Fatima Ishiaku was raped by her father when she was seven, but it turned out that he wasn’t actually her father and her mother had been lying to her. The mother decided to stay with the man, after she has physically mutilated her daughter based on the instructions and stories of this man.
She has forgiven her mother and written a book about her life’s experiences over the past 38 years since that rape.
She’s here today to tell me that story.
Fatima is different. She doesn’t have the buzz words. She’s not navigating all that political correctness.
What she came here with today was her truth, because you can see somebody who has fought and is still fighting in several levels for her peace of mind, for her clarity, for her dignity. She’s wielding every tool in her control; forgiveness, truth authenticity, writing. She shouldn’t be having to fight that fight but here we are.
So, what I took from her, is that you can fight no matter what life throws at you and even if it’s a monster step-father who rapes you at seven. You can fight for some freedom, for some joy, for clarity, for healing , for laughter. You can fight for your life.
My mother was the cause of all these problems, because sometimes when I try to tell her, she’ll just push me (away).
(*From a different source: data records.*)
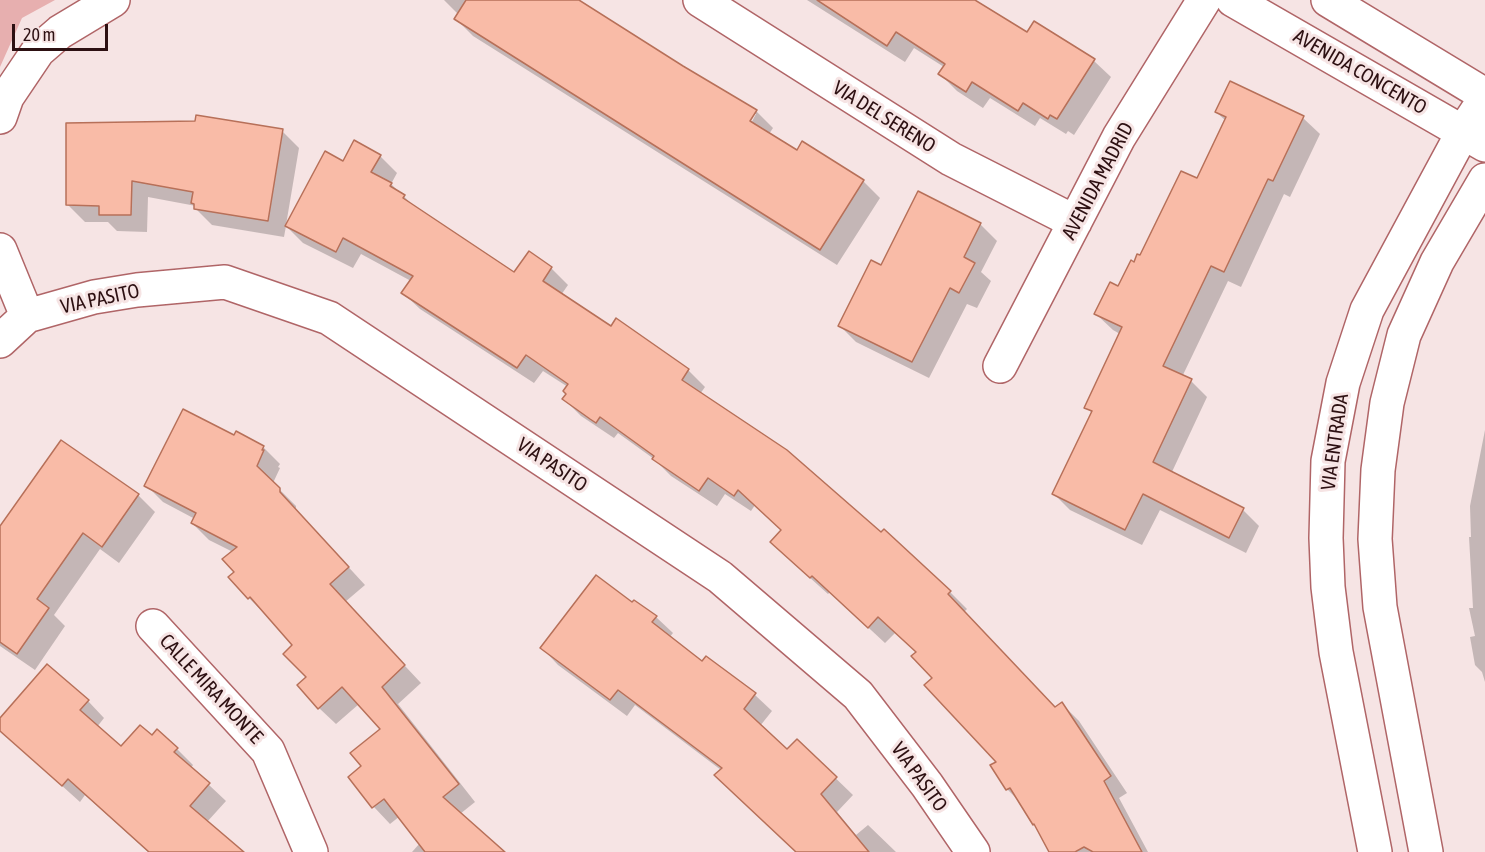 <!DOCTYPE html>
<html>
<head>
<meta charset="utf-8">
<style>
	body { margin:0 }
	#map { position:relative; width:1485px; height:852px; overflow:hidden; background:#f6e4e4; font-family:"Asap Condensed",sans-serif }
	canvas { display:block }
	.scale { position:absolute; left:12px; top:24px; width:96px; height:27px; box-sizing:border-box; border:3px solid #2d1012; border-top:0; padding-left:8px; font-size:18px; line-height:21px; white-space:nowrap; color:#2d1012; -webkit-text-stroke:4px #f6e4e4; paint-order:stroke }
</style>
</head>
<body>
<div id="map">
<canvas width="1485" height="852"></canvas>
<div class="scale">20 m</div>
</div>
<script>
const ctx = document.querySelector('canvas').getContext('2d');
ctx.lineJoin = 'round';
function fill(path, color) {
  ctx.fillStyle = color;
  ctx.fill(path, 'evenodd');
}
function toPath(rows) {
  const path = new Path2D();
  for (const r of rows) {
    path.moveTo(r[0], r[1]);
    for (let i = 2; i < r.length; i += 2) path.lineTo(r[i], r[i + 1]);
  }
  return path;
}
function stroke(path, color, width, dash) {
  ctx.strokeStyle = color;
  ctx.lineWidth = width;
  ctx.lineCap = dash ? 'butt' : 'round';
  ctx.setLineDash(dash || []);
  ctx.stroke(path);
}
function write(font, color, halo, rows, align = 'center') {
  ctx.font = font + ' "Asap Condensed",sans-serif';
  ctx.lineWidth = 6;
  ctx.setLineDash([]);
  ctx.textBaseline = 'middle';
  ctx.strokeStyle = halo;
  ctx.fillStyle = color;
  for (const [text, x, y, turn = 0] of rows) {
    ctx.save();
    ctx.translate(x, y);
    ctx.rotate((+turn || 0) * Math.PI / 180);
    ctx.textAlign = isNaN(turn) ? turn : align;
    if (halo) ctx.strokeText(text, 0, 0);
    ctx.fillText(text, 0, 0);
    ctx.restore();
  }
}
fill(toPath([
	[0,0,55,0,22,18,0,67]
]), '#e7afaf');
fill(toPath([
	[444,0,575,0,756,111,773,128,769,134,798,152,863,181,880,198,837,265,473,36,456,19,459,15],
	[753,114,756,114,748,129,745,127],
	[807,0,972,0,1027,34,1034,23,1094,61,1111,77,1074,135,1068,131,1066,134,1040,118,1035,126,990,98,983,108,957,91,940,74,944,67,914,48,905,62],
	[1230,83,1303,118,1320,134,1290,197,1284,194,1241,287,1228,281,1182,377,1191,381,1207,397,1171,474,1243,510,1259,526,1246,553,1160,510,1142,545,1070,510,1053,493,1092,413,1086,407,1120,334,1113,330,1096,314,1119,288,1135,264,1141,257,1198,180,1226,121,1216,112],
	[67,124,282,131,299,148,286,225,344,163,380,156,397,173,391,184,418,210,514,274,551,268,568,285,561,295,611,328,617,321,688,370,705,387,700,394,881,534,884,531,950,592,967,609,964,612,1055,708,1062,704,1079,721,1127,793,1119,798,1148,852,1051,852,1039,829,1021,803,1007,789,998,762,934,678,917,653,896,632,885,643,830,592,828,594,789,559,783,531,755,505,751,511,725,494,717,506,671,476,654,459,618,433,614,438,581,416,564,399,568,394,568,387,543,371,534,383,420,309,403,293,411,281,361,254,353,268,303,243,286,226,284,237,212,225,195,208,196,206,148,197,147,232,117,231,108,222,85,222,68,205],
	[980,224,997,241,981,272,991,281,977,308,967,304,929,378,856,342,839,325,881,267],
	[1485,430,1485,682,1482,672,1475,665,1470,637,1475,636,1469,608,1473,608,1469,537,1471,537,1470,506],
	[235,437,263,447,280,464,278,467,280,468,273,483,296,506,296,510,365,585,345,602,421,683,398,704,475,802,460,814,502,852,412,852,420,843,400,816,390,824,374,807,350,777,363,767,383,729,359,704,336,724,319,708,299,685,308,677,295,645,249,598,236,572,233,552,209,540,192,523,195,519,163,502,146,485],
	[61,442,138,495,155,512,119,563,100,549,54,615,65,626,35,670,0,646,0,531],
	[632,604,656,617,673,633,669,638,703,663,706,658,755,695,772,711,760,726,787,751,797,741,853,795,837,812,856,835,868,825,896,852,794,852,796,851,721,770,635,705,627,716,558,665,542,648],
	[88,701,104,718,97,727,121,748,152,737,177,749,193,765,191,768,226,801,207,822,240,852,148,852,85,795,80,802,0,730,0,720]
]), '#0003');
const building = toPath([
	[466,0,579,0,683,66,757,110,750,121,797,150,802,141,864,180,820,250,454,19,466,0],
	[817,0,975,0,1027,32,1034,21,1095,59,1057,119,1050,115,1048,119,1023,103,1018,111,972,82,966,92,938,74,945,64,896,32,887,46,817,0],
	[1230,81,1304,116,1273,181,1268,179,1224,272,1211,266,1163,366,1192,379,1153,462,1244,508,1229,538,1143,494,1125,530,1052,494,1092,411,1084,408,1122,327,1094,314,1110,282,1118,286,1131,260,1134,262,1137,254,1140,255,1181,171,1197,178,1226,117,1215,112,1230,81],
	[196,115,283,129,268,221,194,209,194,204,191,203,193,192,132,181,131,215,99,215,99,206,66,205,66,123,195,121,196,115],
	[354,140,381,155,371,172,392,183,390,186,405,195,403,198,514,272,529,251,552,267,543,281,611,326,616,318,689,369,682,380,787,450,881,532,884,529,951,591,948,594,1055,707,1062,702,1111,776,1104,781,1142,852,1093,852,1084,847,1075,852,1049,852,1034,824,1033,825,1010,788,1006,790,990,765,996,762,924,685,932,678,911,656,916,652,878,617,868,628,812,576,810,578,770,542,781,530,738,490,734,496,708,478,699,491,652,459,654,456,600,417,596,423,590,419,562,399,566,394,563,391,568,384,526,355,517,368,401,293,413,276,343,238,336,252,285,226,325,151,343,161,354,140],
	[918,191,981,223,964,257,975,263,959,293,950,288,912,362,838,326,871,260,881,265,918,191],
	[183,409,234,435,236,431,264,446,262,450,264,450,257,466,280,488,280,492,349,567,330,584,405,665,382,687,459,784,443,797,505,852,425,852,384,799,372,808,348,777,361,766,350,753,380,729,342,687,318,709,297,685,306,677,283,654,292,645,250,597,248,599,228,577,234,572,222,559,237,547,191,523,196,513,144,486,183,409],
	[61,440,139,494,102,547,83,533,37,599,49,608,17,654,0,642,0,526,61,440],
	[596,575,632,602,634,600,657,616,652,622,702,661,706,656,756,693,744,709,787,749,797,739,837,777,821,794,869,852,796,852,714,775,722,768,618,690,610,700,540,648,596,575],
	[47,664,89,700,80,710,121,746,140,725,152,735,157,729,178,748,174,752,210,783,190,806,244,852,149,852,68,779,62,786,0,731,0,718,47,664]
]);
fill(building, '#f9bba7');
stroke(building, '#b77059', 1.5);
const minor = toPath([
	[700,0,951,159,1075,222],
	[1233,0,1485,145],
	[1328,0,1485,95],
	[0,117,7,97,38,51,60,32,113,0],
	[0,250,27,316],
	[0,341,27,316,94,297,137,290,225,282,329,318,720,577,858,695,927,785,973,852],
	[1000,366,1119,137,1204,0],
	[153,626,268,751,311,852],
	[1375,852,1336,652,1328,587,1326,538,1328,461,1343,383,1367,310,1463,132,1485,99],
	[1426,852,1380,607,1375,539,1378,470,1387,403,1404,335,1437,262,1485,180]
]);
stroke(minor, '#b06567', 36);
stroke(minor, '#fff', 33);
write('20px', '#2d1012', '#f6e4e4', [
	["AVENIDA CONCENTO",1360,72,30],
	["VIA DEL SERENO",884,117,32],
	["AVENIDA MADRID",1098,181,-62],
	["VIA PASITO",100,299,-12],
	["VIA ENTRADA",1335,442,-82],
	["VIA PASITO",552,465,34],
	["CALLE MIRA MONTE",211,689,47],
	["VIA PASITO",919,777,54]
]);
</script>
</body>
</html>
It’s not the rape anymore that is affecting me. Because I’m happy that I’m helping the girl child. Most times when I look at the scars, I got through my mother, how she cut my vagina, she’ll put pepper, she’ll break my head… Those are the things that affect me. She said ‘The day you get married and your children ask who did this to you, you will tell them”. 💔
“When my mother died and she was still in the mortuary this man was defiling me and he said to me: ‘Nobody can protect you anymore. And if you do anything, I’ll kill you and your sibling the same way I killed your mother.’
At this time he’ll rape me and he’ll beat me. He’ll lock the room, so my younger ones will not come out. He’ll rape me and sometimes after he finished with me he’ll lock me in the balcony.
Those parts I didn’t put in the book because those parts are meant for another documentary which I’m supposed to do. But people need to understand what abused people go through. NGO needs to understand that it’s not about you carrying a banner saying ‘say no to rape’, it is deeper.”